If you're scraping unstructured data, then LLMs are a must. Although there is structure in the HTML elements, it can often be easier to ask an LLM to structure the output for you.

Let's structure the output of a page listing refurbished iPhones for sale.

You will need Gemini API keys to run this example. [Link to Gemini API](https://aistudio.google.com/)

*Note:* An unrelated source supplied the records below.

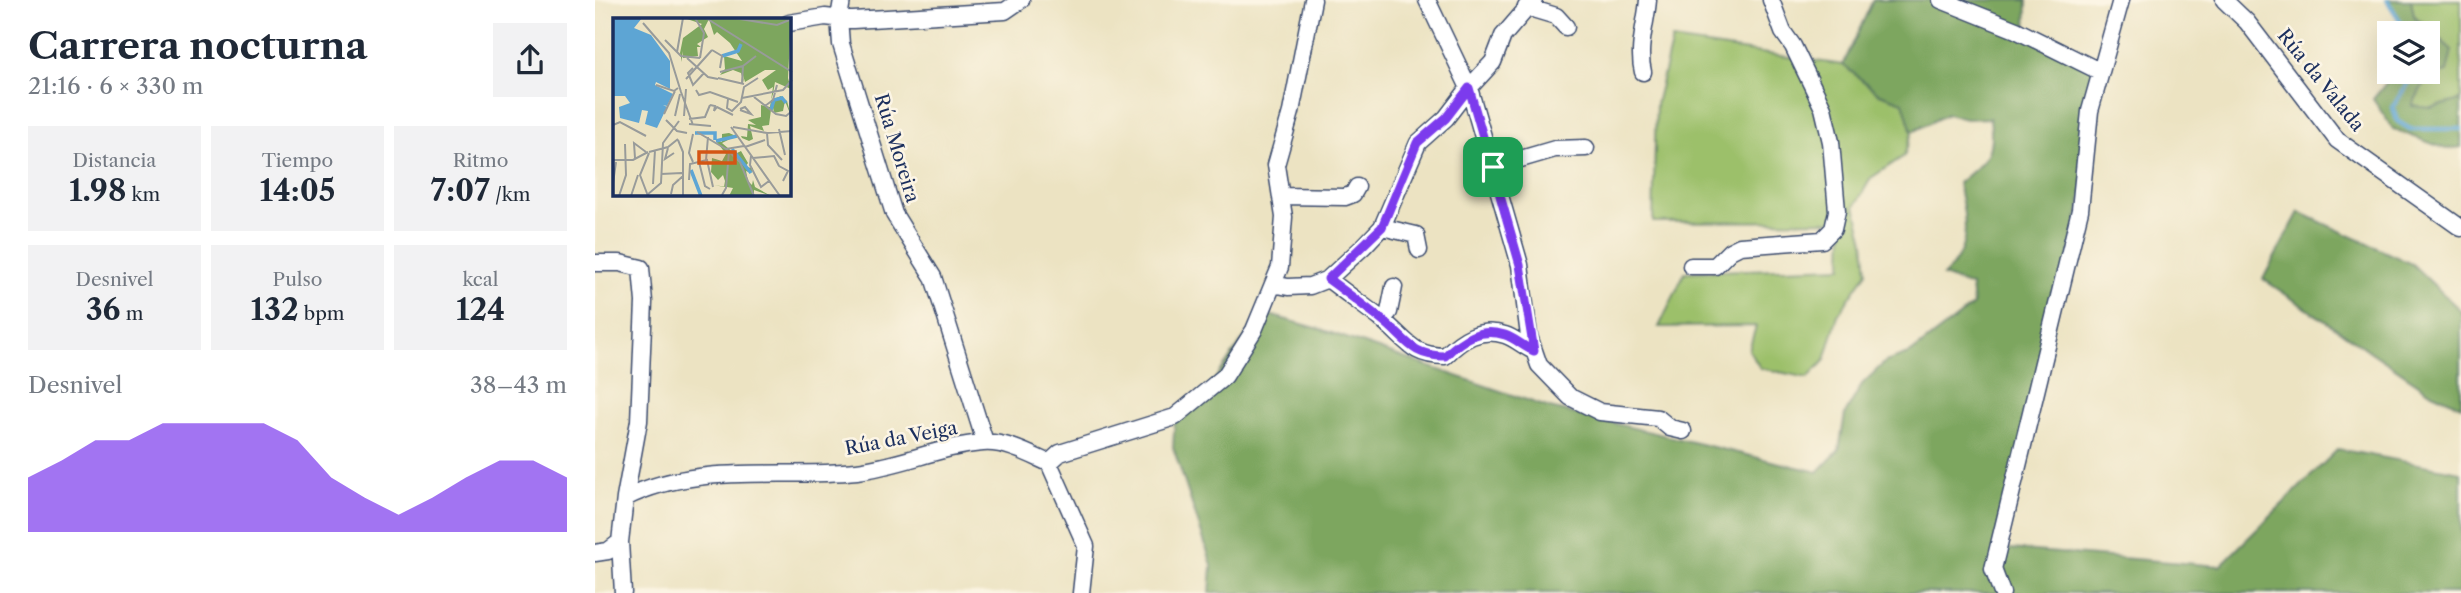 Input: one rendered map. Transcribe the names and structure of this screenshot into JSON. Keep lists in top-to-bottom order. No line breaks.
{"streets":{"street":["Rúa da Valada","Rúa Moreira","Rúa da Veiga"]},"crossings":[["Rúa Moreira","Rúa da Veiga"]],"page":{"heading":["Carrera nocturna","21:16 · 6 × 330 m"],"stats":[["Distancia","1.98 km"],["Tiempo","14:05"],["Ritmo","7:07 /km"],["Desnivel","36 m"],["Pulso","132 bpm"],["kcal","124"]],"chart":["Desnivel","38–43 m"]}} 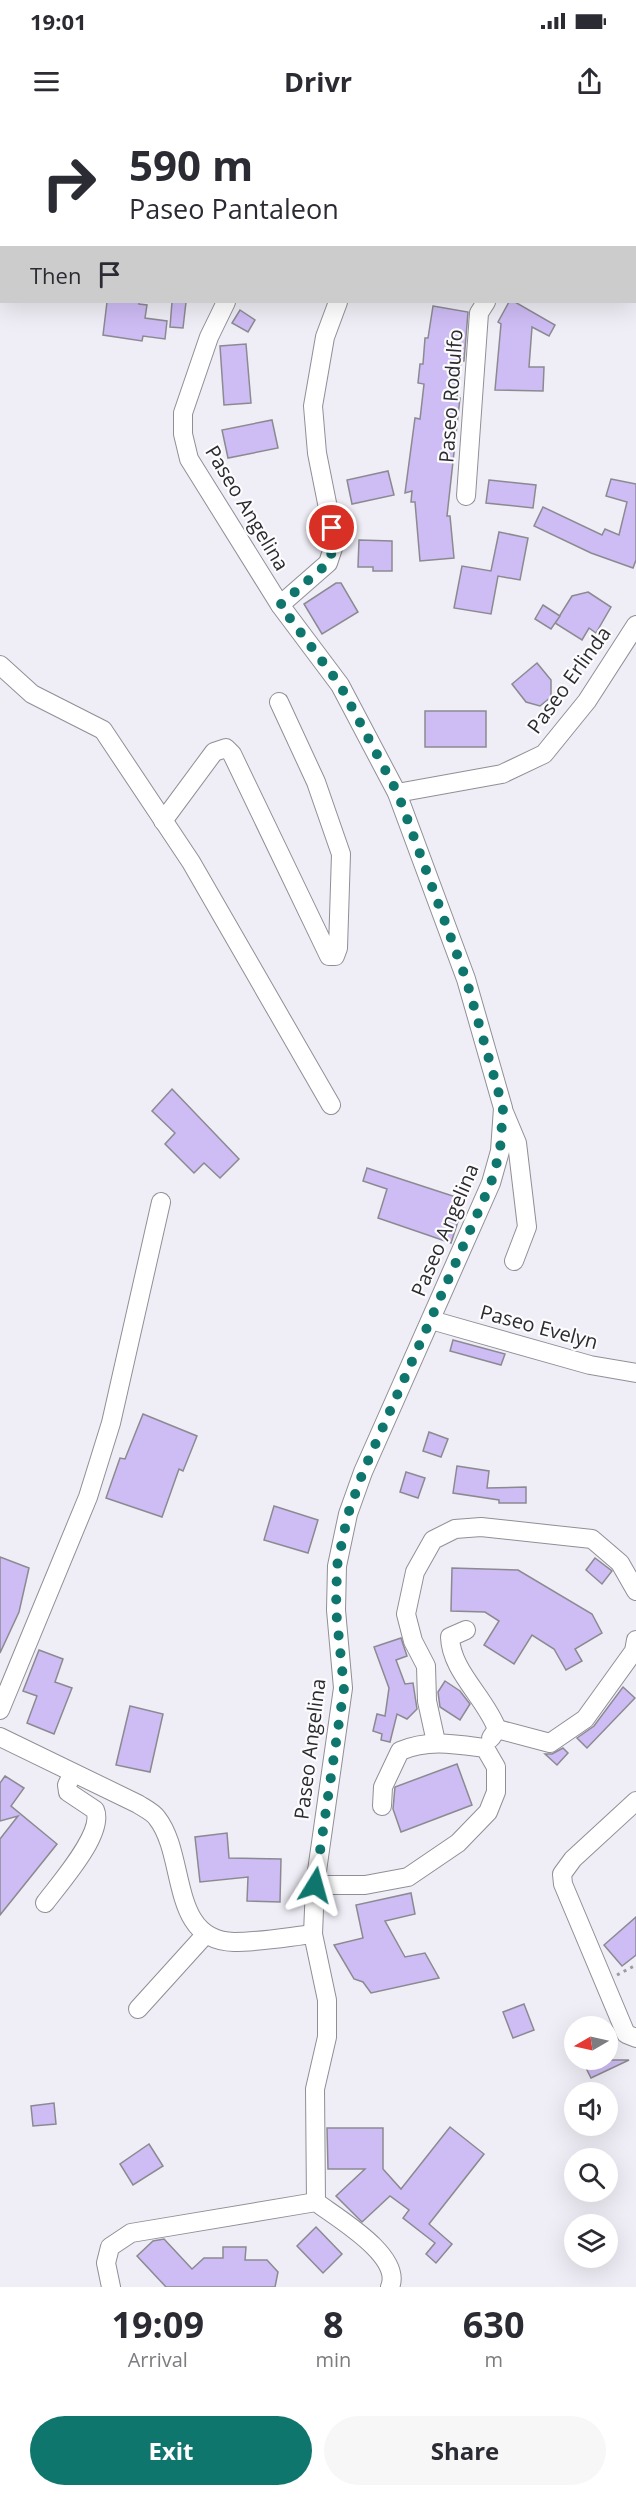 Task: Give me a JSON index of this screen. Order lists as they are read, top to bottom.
{
  "streets": {
    "street": [
      "Paseo Rodulfo",
      "Paseo Angelina",
      "Paseo Erlinda",
      "Paseo Evelyn"
    ]
  },
  "crossings": [
    ["Paseo Angelina", "Paseo Erlinda"],
    ["Paseo Angelina", "Paseo Evelyn"]
  ],
  "north": "left",
  "page": {
    "status": "19:01",
    "header": "Drivr",
    "turn": ["590 m", "Paseo Pantaleon"],
    "then": "Then",
    "eta": [
      "19:09",
      "Arrival",
      "8",
      "min",
      "630",
      "m"
    ],
    "buttons": ["Exit", "Share"]
  }
} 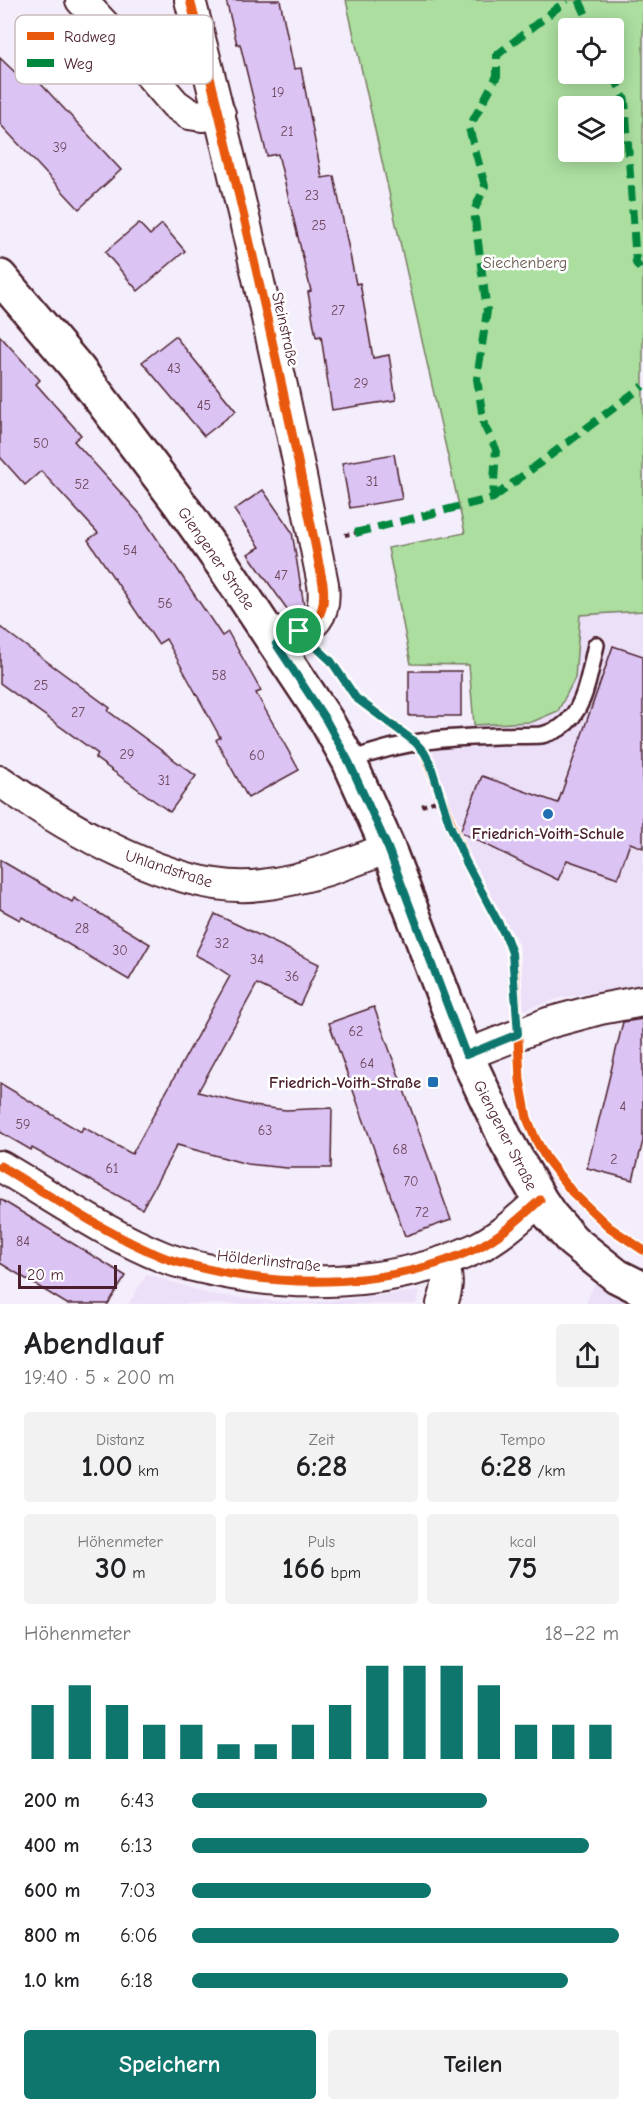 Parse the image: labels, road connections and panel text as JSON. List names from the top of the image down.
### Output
{
  "streets": {
    "main road": ["Giengener Straße"],
    "street": ["Steinstraße", "Uhlandstraße", "Hölderlinstraße"]
  },
  "crossings": [
    ["Steinstraße", "Giengener Straße"],
    ["Giengener Straße", "Uhlandstraße"],
    ["Giengener Straße", "Hölderlinstraße"]
  ],
  "parks": ["Siechenberg"],
  "places": {
    "other": ["Friedrich-Voith-Schule"],
    "transit": ["Friedrich-Voith-Straße"]
  },
  "house_numbers": [
    "19",
    "21",
    "39",
    "23",
    "25",
    "27",
    "43",
    "29",
    "45",
    "50",
    "31",
    "52",
    "54",
    "47",
    "56",
    "58",
    "25",
    "27",
    "29",
    "60",
    "31",
    "28",
    "32",
    "30",
    "34",
    "36",
    "62",
    "64",
    "4",
    "59",
    "63",
    "68",
    "2",
    "61",
    "70",
    "72",
    "84"
  ],
  "legend": ["Radweg", "Weg"],
  "scale_bar": "20 m",
  "page": {
    "scale": "20 m",
    "heading": ["Abendlauf", "19:40 · 5 × 200 m"],
    "stats": [
      ["Distanz", "1.00 km"],
      ["Zeit", "6:28"],
      ["Tempo", "6:28 /km"],
      ["Höhenmeter", "30 m"],
      ["Puls", "166 bpm"],
      ["kcal", "75"]
    ],
    "chart": ["Höhenmeter", "18–22 m"],
    "list": [
      {
        "name": "200 m",
        "note": "6:43"
      },
      {
        "name": "400 m",
        "note": "6:13"
      },
      {
        "name": "600 m",
        "note": "7:03"
      },
      {
        "name": "800 m",
        "note": "6:06"
      },
      {
        "name": "1.0 km",
        "note": "6:18"
      }
    ],
    "buttons": ["Speichern", "Teilen"]
  }
}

<span style="color:#55ff55;font-weight:bold;font-size:1.5rem;">
    GO
</span>

This example will:
- Use Selenium to scrape for refurbished iPhones.
- Use an LLM to summarize the results into a structured format.

In [None]:
# "You're doing great kid" - Linus Torvalds
%pip install pydantic pydantic-ai pandas

In [57]:
import os
from pydantic_ai import Agent
from typing import List
from pydantic import BaseModel, Field

In [None]:
URL = 'https://www.apple.com/shop/refurbished/iphone/iphone-14-pro'

# --- NOTE: put your key here ---
os.environ["GEMINI_API_KEY"] = ...

In [47]:
# This is where you can specify the output structure

class ProductResult(BaseModel):  
    model: str = Field(description='The model of the product')
    description: str = Field(description='The description of the product')
    cost: int = Field(description="The cost of the product")
    isp: str = Field(description="The internet service provider")
    color: str = Field(description="The color of the product")
    refurbished: bool = Field(description="Whether the product is refurbished")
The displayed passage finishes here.